Thursday, January 26, 2017


by Naomi Novik
Recommended Ages: 15+

Agnieszka (ag-NYESH-ka) is a 17-year-old girl from the middling village of Dvernik, in a mountain-rimmed agricultural valley at one end of the kingdom of Polnya, where life is pretty simple and people tend to put down deep roots. People from the valley don't even have to serve in the king's army, which is constantly at war with the neighboring kingdom of Rosya, so that's all right. The only problems are the Wood that runs along the side of the valley adjacent to Rosya - a Wood full of malice and corruption, that is slowly trying to devour the whole valley and perhaps, in time, the world - and, of course, the Dragon, who once every ten years chooses one 17-year-old girl from the valley and takes her from all that she knows and loves, as a sort of sacrifice to pay for his protection against the Wood (and against military service, for that matter).

The Dragon (with a capital D) is actually not a dragon (small d). He is only a wizard, albeit one who has lived centuries without apparently aging. Whatever his reason for requiring a local girl to serve him for 10 years at a time, he doesn't eat them, either.

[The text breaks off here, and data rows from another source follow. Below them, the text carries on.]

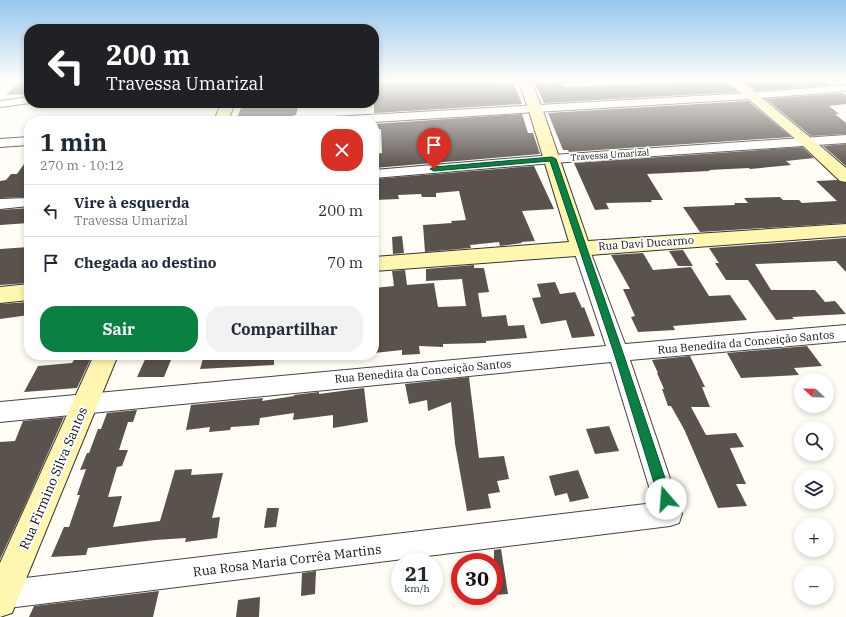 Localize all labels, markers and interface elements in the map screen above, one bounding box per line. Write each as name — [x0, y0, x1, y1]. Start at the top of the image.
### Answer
text: 200 m — [106, 36, 190, 73]
icon: left — [40, 40, 92, 92]
text: Travessa Umarizal — [106, 72, 264, 95]
text: 1 min — [40, 126, 107, 158]
pin — [417, 128, 451, 169]
button: close — [321, 129, 363, 171]
icon: arrive — [423, 134, 445, 156]
street label: Travessa Umarizal — [570, 146, 650, 163]
text: 270 m · 10:12 — [40, 157, 124, 174]
text: Vire à esquerda — [74, 193, 190, 212]
icon: left — [40, 200, 62, 222]
text: 200 m — [318, 201, 363, 220]
text: Travessa Umarizal — [74, 212, 188, 229]
street label: Rua Davi Ducarmo — [598, 233, 694, 253]
icon: arrive — [40, 252, 62, 274]
text: Chegada ao destino — [74, 253, 217, 272]
text: 70 m — [327, 253, 363, 272]
button: Sair — [40, 306, 198, 352]
button: Compartilhar — [206, 306, 363, 352]
street label: Rua Benedita da Conceição Santos — [657, 327, 835, 357]
street label: Rua Benedita da Conceição Santos — [334, 356, 512, 386]
north arrow — [794, 373, 834, 413]
map controls — [794, 373, 834, 605]
street label: Rua Firmino Silva Santos — [16, 404, 91, 552]
button: search — [794, 421, 834, 461]
button: layers — [794, 469, 834, 509]
position arrow — [645, 478, 687, 520]
button: + — [794, 517, 834, 557]
street label: Rua Rosa Maria Corrêa Martins — [192, 541, 382, 580]
speed limit sign: 30 — [451, 553, 503, 605]
text: 21 — [405, 560, 429, 587]
button: − — [794, 565, 834, 605]
text: km/h — [404, 582, 430, 595]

Eventually, he lets them go; but in the meantime, something in them changes, and they can never go back to their former life in the valley.

All her life, Agnieszka and everyone else in Dvernik have expected the Dragon to choose her brave, beautiful best friend Kasia as his next human tribute. Both their lives, up to the day of choosing, have been shaped by that assumption. But instead, the Dragon picks Agnieszka - a willful, average-looking girl whose clothes are always torn, disheveled, and dirty, and who seems to have no aptitude for the magic that (to her surprise) the wizard begins trying to teach her. At first she puts up a struggle against the cold, irritable master of the tower at the end of the valley. But then she discovers a path to magic that he never would have expected to work, and none too soon. For the Wood is suddenly on the move, trying to take another bite out of the valley; and fatefully for all concerned, the first morsel it tries to swallow is Kasia.

Whatever happens after that is too big, too powerful, too terrifying, too emotionally complex to summarize in a brief review. Let it be enough to say Agnieszka's determination to save Kasia sets events in train that will rock the entire kingdom, and that will either save the world or destroy it. It will be a near thing either way, since the farther the Wood reaches into Polnya's affairs, the more the kingdom is seized with warfare, betrayals, assassinations, madness, monsters, and more. And the more Polnya is seized with warfare, assassinations, and whatnot, the more the Wood's power grows. Expect a climactic buildup that lacks no conceivable horror, terror, or awfulness; a passionate and adult-content-advisory-worthy romance; an all-but hopeless hope; and a ridiculous amount of strikingly original and yet totally believable magic. What I'm saying is, it's good. If it wasn't so early in the year, I would be shortlisting it for a 2017 Robbie Award.

New York-based author Novik was inspired to write this book, in part, by the Polish fairy tales she was raised on. She is also the author of the nine-book "Temeraire" series, starting with the John W. Campbell Best Book award-winner His Majesty's Dragon (a.k.a. Temeraire) and concluding with League of Dragons, and of the "Liberty Vocational" series of graphic novels, which so far comprises one volume, Will Supervillains Be on the Final?. Uprooted won the 2016 Mythopoeic Fantasy Award for best adult literature and the Nebula Award for best novel.